** Opening Listed entries block **

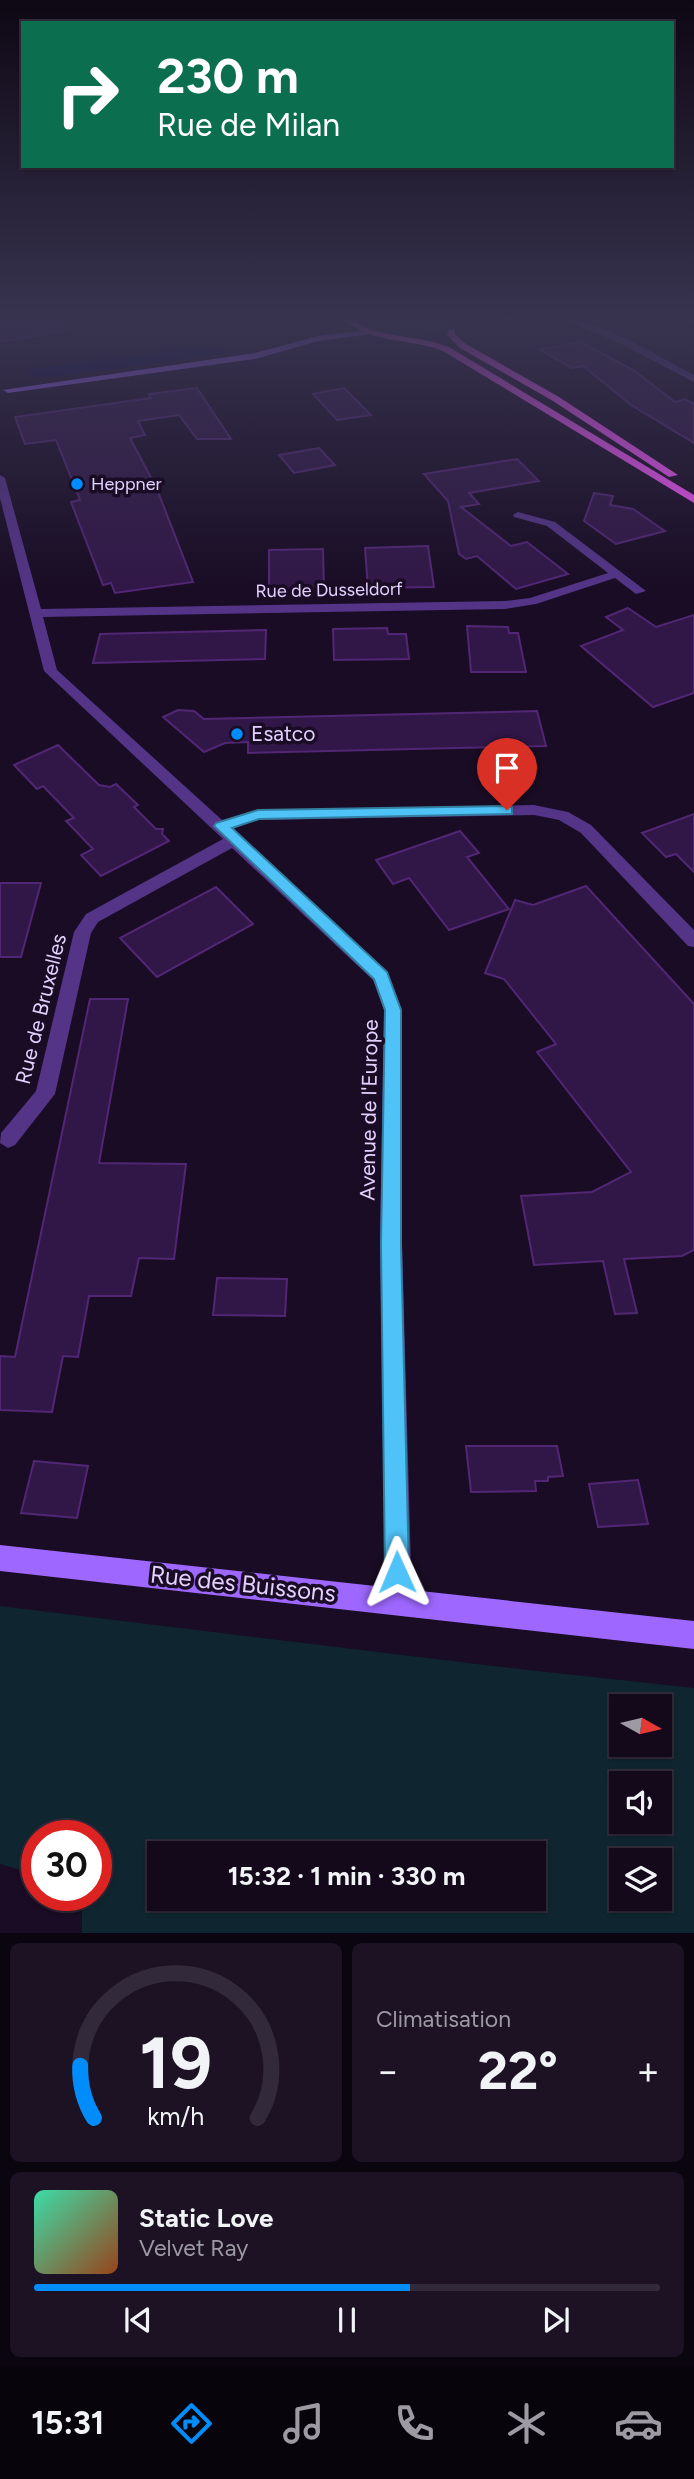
<!DOCTYPE html>
<html lang="fr">
<head>
<meta charset="utf-8">
<style>
  :root { --surface:#13091b; --page:#1c1224; --text:#f1f3f6; --muted:#9d9aa3; --line:#322a3a; --accent:#008dfb }
  body { margin:0; font-family:Figtree,sans-serif; background:var(--page); color:var(--text); height:100vh; display:flex; flex-direction:column; font-size:26px; white-space:nowrap }
  * { box-sizing:border-box; margin:0 }
  p { font-size:23px; color:var(--muted) }
  .icon { flex:none; width:38px; height:38px; fill:none; stroke:currentColor; stroke-width:2; stroke-linecap:round; stroke-linejoin:round }
  .map { position:relative; height:1933px; overflow:hidden }
  .sheet { display:flex; flex-direction:column; gap:10px; padding:10px; background:#0a050f; flex:1 }
  .sheet>* { flex:none }
  .banner { position:absolute; left:21px; top:21px; width:653px; height:147px; border-radius:0px; box-shadow:0 2px 5px #0004,0 0 0 2px var(--line); background:#0b6e4f; color:#fff; overflow:hidden }
  .needle { width:46px; rotate:98deg }
  .tools { position:absolute; left:609px; top:1694px; display:grid; gap:14px }
  .tools a { display:grid; place-items:center; width:63px; height:63px; border-radius:0px; background:var(--surface); box-shadow:0 2px 5px #0004,0 0 0 2px var(--line); font-size:35px }
  .speed { position:absolute; left:21px; top:1820px; display:flex; gap:14px; font-size:35px; font-weight:700; text-align:center }
  .speed>* { display:grid; place-content:center; width:91px; height:91px; border-radius:50%; background:var(--surface); box-shadow:0 2px 5px #0004,0 0 0 2px var(--line); line-height:1 }
  .speed .limit { border:10px solid #d22; background:#fff; color:#111 }
  .pin { position:absolute; display:grid; place-items:center; width:60px; height:60px; color:#fff; margin:-72px -30px; border-radius:50% 50% 50% 0; rotate:-45deg; box-shadow:0 0 7px #0007 }
  .pin .icon { rotate:45deg }
  .me { position:absolute; width:77px; margin:-38px; rotate:359deg; stroke-linejoin:round; filter:drop-shadow(0 0 5px #0008) }
  .turn { display:flex; align-items:center; gap:24px; height:147px; padding:0 21px; font-size:32px }
  .turn .icon { width:91px; height:91px; stroke-width:2.5 }
  .turn b { display:block; font-size:49px; line-height:60px }
  .big { font-size:52px; font-weight:700; line-height:1.1 }
  .sheet .tile { flex:1; display:flex; flex-direction:column; justify-content:center; gap:10px; min-width:0; padding:0 24px; border-radius:10px; background:var(--page) }
  .sheet .dial { align-items:center; gap:0 }
  .dial svg { height:182px; overflow:visible; fill:none; stroke:var(--line); stroke-width:7; stroke-linecap:round; text-anchor:middle }
  .dial text { fill:var(--text); stroke:none }
  .song { display:flex; align-items:center; gap:21px }
  .cover { width:84px; height:84px; border-radius:10px; background:linear-gradient(135deg,hsl(160 70% 55%),hsl(20 70% 35%)) }
  .played { height:7px; border-radius:4px; background:linear-gradient(90deg,var(--accent) 60%,var(--line) 60%) }
  .keys { display:flex; justify-content:space-around; direction:ltr }
  .heat { display:flex; justify-content:space-between; align-items:center; font-size:38px; direction:ltr }
  .sheet .tiles { flex:1; display:grid; gap:10px; grid-template-columns:1fr 1fr }
  .tile:last-child { grid-column:span 2 }
  .trip { position:absolute; left:147px; top:1841px; width:399px; height:70px; border-radius:0px; background:var(--surface); box-shadow:0 2px 5px #0004,0 0 0 2px var(--line); font-weight:700; line-height:70px; text-align:center }
  .tab-bar { display:flex; height:112px; justify-content:space-around; align-items:center; background:#08040b; color:var(--muted) }
  .tab-bar .icon { width:49px; height:49px }
  .tab-bar .active { color:var(--accent) }
  .tab-bar b { font-size:32px; color:var(--text) }
  .map>svg:first-child { display:block }
  .green { fill:#0f252f; fill-rule:evenodd }
  .water { fill:#060744 }
  .building { fill:#311747; stroke:#512775; stroke-width:2 }
  .lines { fill:none; stroke-linecap:round; stroke-linejoin:round }
  .street { fill:#533487; fill-rule:evenodd }
  .secondary { fill:#9e67ff; fill-rule:evenodd }
  .primary { fill:#f957ff; fill-rule:evenodd }
  .route { fill:#4fc3f7; stroke:#337fa1; stroke-width:2 }
  .poi-dot { fill:#008dfb; stroke:#190c24; stroke-width:2.5 }
  .labels { text-anchor:middle; stroke-width:7; stroke-linejoin:round; paint-order:stroke }
  .far-poi-label { font-size:18px; fill:#e5d0ff; stroke:#190c24; text-anchor:start }
  .far-street-label { font-size:18px; fill:#e5d0ff; stroke:#190c24 }
  .poi-label { font-size:21px; fill:#e5d0ff; stroke:#190c24; text-anchor:start }
  .street-label { font-size:21px; fill:#e5d0ff; stroke:#190c24 }
  .near-street-label { font-size:24px; fill:#e5d0ff; stroke:#190c24 }
</style>
</head>
<body>
<div class="map">
<svg width="694" height="1933" viewBox="0 0 694 1933">
  <rect width="100%" height="100%" fill="#190c24"/>
  <g class="green">
    <path d="M359,321H456C441,342 377,340 359,321Z"/>
    <path d="M0,1606L493,1666L694,1688V1933H82V1895H96V1836H37V1875L0,1864ZM621,1706H660V1745H621ZM621,1783H660V1822H621ZM159,1853H534V1899H159ZM621,1860H660V1899H621Z"/>
  </g>
  <polygon class="water" points="204,346 223,351 223,354 61,376 39,377 26,373 30,369"/>
  <g class="building">
    <polygon points="0,321 63,321 64,331 0,342"/>
    <polygon points="581,342 635,371 675,402 685,399 694,404 694,443 631,405 583,366 572,368 540,350"/>
    <polygon points="197,388 231,439 197,439 179,415 138,421 145,435 130,438 157,489 193,582 115,593 111,583 103,585 71,502 80,500 56,440 25,444 15,417 151,398 149,394"/>
    <polygon points="344,388 371,415 337,420 313,394"/>
    <polygon points="319,448 335,465 294,473 279,455"/>
    <polygon points="517,459 539,481 469,493 479,504 461,507 511,546 527,542 568,574 516,589 477,556 466,559 459,554 448,501 424,474"/>
    <polygon points="594,493 613,496 610,505 633,509 665,531 616,544 584,521"/>
    <polygon points="428,546 434,587 368,588 365,548"/>
    <polygon points="323,549 324,590 269,590 269,550"/>
    <polygon points="628,608 656,627 694,615 694,693 653,707 581,646 623,630 606,617"/>
    <polygon points="467,626 508,627 509,633 518,633 526,672 471,672"/>
    <polygon points="387,628 388,634 406,634 409,659 334,660 333,629"/>
    <polygon points="266,630 265,659 93,663 100,634"/>
    <polygon points="178,710 194,711 204,719 537,711 546,746 248,753 248,742 225,743 204,752 163,717"/>
    <polygon points="58,745 99,785 110,787 116,784 138,805 134,807 156,829 163,829 162,834 169,841 101,876 81,855 93,849 66,821 74,818 43,786 37,789 14,765"/>
    <polygon points="694,814 694,872 676,854 666,857 642,833"/>
    <polygon points="460,831 479,853 467,857 509,909 449,930 409,878 393,884 376,860"/>
    <polygon points="0,883 41,883 21,957 0,957"/>
    <polygon points="586,886 694,1004 694,1250 682,1256 624,1259 637,1313 615,1314 603,1261 534,1265 521,1196 592,1192 631,1172 537,1052 556,1044 504,979 485,973 515,900 533,905"/>
    <polygon points="216,887 253,924 157,977 120,938"/>
    <polygon points="90,999 128,999 99,1163 186,1164 174,1259 139,1258 131,1296 89,1296 78,1357 63,1356 52,1412 0,1410 0,1356 15,1357"/>
    <polygon points="217,1278 287,1279 285,1316 213,1315"/>
    <polygon points="466,1446 557,1446 563,1476 548,1477 548,1481 535,1481 536,1491 471,1492"/>
    <polygon points="34,1461 88,1466 77,1518 21,1513"/>
    <polygon points="638,1480 648,1524 598,1527 589,1484"/>
  </g>
  <g class="lines">
    <g class="street">
      <path d="M568,321C601,320 663,359 694,375V382L623,345Z"/>
      <polygon points="0,475 5,478 41,609 505,601 530,598 608,573 547,526 514,517 513,515 518,512 555,522 646,591 636,594 615,578 536,604 505,609 43,617 57,670 222,820 258,810 534,805 568,812 591,825 694,930 694,947 688,946 581,833 559,820 534,815 258,820 231,828 387,971 402,1010 402,1245 412,1602 408,1611 399,1615 390,1611 386,1602 380,1245 384,1010 373,980 232,848 98,922 91,933 55,1094 15,1145 8,1148 0,1143 1,1133 36,1091 74,932 86,914 223,839 44,671 0,498"/>
    </g>
    <g class="secondary">
      <polygon points="368,330 371,334 319,341 255,359 8,393 3,390 255,353 318,336"/>
      <polygon points="0,1545 694,1621 694,1649 0,1571"/>
    </g>
    <g class="primary">
      <path d="M346,321C357,321 362,327 372,330C398,338 423,337 449,347L694,495V503L443,351C411,338 373,344 346,321Z"/>
      <polygon points="449,329 455,329 455,334 466,344 559,397 678,475 669,477 553,401 460,348 447,335"/>
    </g>
  </g>
  <linearGradient id="sky" x2="0" y2="1"><stop stop-color="#0e0714"/><stop offset="0.54" stop-color="#383450"/><stop offset="1" stop-color="#383450" stop-opacity="0"/></linearGradient>
  <rect width="694" height="591" fill="url(#sky)"/>
  <polygon class="route" points="507,806 512,807 512,814 259,819 232,828 387,972 401,1010 401,1245 409,1572 406,1581 397,1584 389,1581 385,1572 381,1245 385,1010 374,979 214,826 216,823 258,810"/>
  <g class="poi-dot">
    <circle cx="77" cy="484" r="7"/>
    <circle cx="237" cy="734" r="7"/>
  </g>
  <g class="labels">
    <g class="far-poi-label">
      <text x="91" y="490">Heppner</text>
    </g>
    <g class="far-street-label">
      <text transform="translate(329 590) rotate(-1)" y="6">Rue de Dusseldorf</text>
    </g>
    <g class="poi-label">
      <text x="251" y="741">Esatco</text>
    </g>
    <g class="street-label">
      <text transform="translate(41 1009) rotate(-76)" y="7">Rue de Bruxelles</text>
      <text transform="translate(369 1110) rotate(-89)" y="7">Avenue de l'Europe</text>
    </g>
    <g class="near-street-label">
      <text transform="translate(243 1584) rotate(6)" y="8">Rue des Buissons</text>
    </g>
  </g>
</svg>
<div class="tools">
<a><svg class="needle" viewBox="-14 -14 28 28"><path d="M0-13l5 13h-10z" fill="#e53935"/><path d="M0 13l5-13h-10z" fill="#9d9aa3"/></svg></a>
<a><svg class="icon" aria-label="sound" viewBox="0 0 24 24"><path d="M4 9h4l5-4v14l-5-4H4zM17 9q2 3 0 6"/></svg></a>
<a><svg class="icon" aria-label="layers" viewBox="0 0 24 24"><path d="M12 4l9 5-9 5-9-5zM3 14l9 5 9-5"/></svg></a>
</div>
<div class="speed"><div class="limit">30</div></div>
<div class="pin" style="left:507px;top:810px;background:#d93025"><svg class="icon" aria-label="arrive" viewBox="0 0 24 24"><path d="M6 21V4h12l-3 4 3 4H6"/></svg></div>
<svg class="me" style="left:397px;top:1572px" viewBox="-20 -20 40 40"><path d="M0-17L14 15 0 8-14 15z" fill="#4fc3f7" stroke="#fff" stroke-width="4"/></svg>
<div class="trip">15:32 · 1 min · 330 m</div>
<div class="banner">
<div class="turn"><svg class="icon" aria-label="right" viewBox="0 0 24 24"><path d="M7 20v-9h11M14 6l5 5-5 5"/></svg><div><b>230 m</b>Rue de Milan</div></div>
</div>
</div>
<section class="sheet">
<div class="tiles">
<div class="tile dial"><svg viewBox="0 0 100 80">
<path d="M14 69A42 42 0 1 1 86 69"/>
<path d="M14 69A42 42 0 0 1 8 46" stroke="#008dfb"/>
<text x="50" y="56" font-size="32" font-weight="700">19</text>
<text x="50" y="72" font-size="11">km/h</text>
</svg></div>
<div class="tile"><p>Climatisation</p>
<div class="heat"><a>−</a><b class="big">22°</b><a>+</a></div>
</div>
<div class="tile">
<div class="song"><i class="cover"></i><div><b>Static Love</b><p>Velvet Ray</p></div></div>
<div class="played"></div>
<div class="keys"><svg class="icon" aria-label="previous" viewBox="0 0 24 24"><path d="M18 5L8 12l10 7zM5 5v14"/></svg><svg class="icon" aria-label="pause" viewBox="0 0 24 24"><path d="M8 5v14M16 5v14"/></svg><svg class="icon" aria-label="next" viewBox="0 0 24 24"><path d="M6 5l10 7-10 7zM19 5v14"/></svg></div>
</div>
</div>
</section>
<nav class="tab-bar">
<b>15:31</b>
<svg class="icon active" aria-label="directions" viewBox="0 0 24 24"><path d="M12 3l9 9-9 9-9-9zM9 14v-3h6M13 9l2 2-2 2"/></svg>
<svg class="icon" aria-label="music" viewBox="0 0 24 24"><path d="M9 18V5l10-2v13"/><circle cx="6" cy="18" r="3"/><circle cx="16" cy="16" r="3"/></svg>
<svg class="icon" aria-label="phone" viewBox="0 0 24 24"><path d="M5 4h4l2 5-3 2q2 4 5 5l2-3 5 2v4C11 20 4 13 5 4z"/></svg>
<svg class="icon" aria-label="climate" viewBox="0 0 24 24"><path d="M12 3v18M4 7l16 10M4 17L20 7"/></svg>
<svg class="icon" aria-label="car" viewBox="0 0 24 24"><path d="M5 17H2v-5l4-1 3-4h7l3 4 3 1v5h-3M9 17h6M6 11h13"/><circle cx="7" cy="17" r="2"/><circle cx="17" cy="17" r="2"/></svg>
</nav>
</body>
</html>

** Closing Listed entries block **

* Task instructions:
Each line in the listing that contains "tiles" should be returned.

* Exercise response:
  .sheet .tiles { flex:1; display:grid; gap:10px; grid-template-columns:1fr 1fr }
<div class="tiles">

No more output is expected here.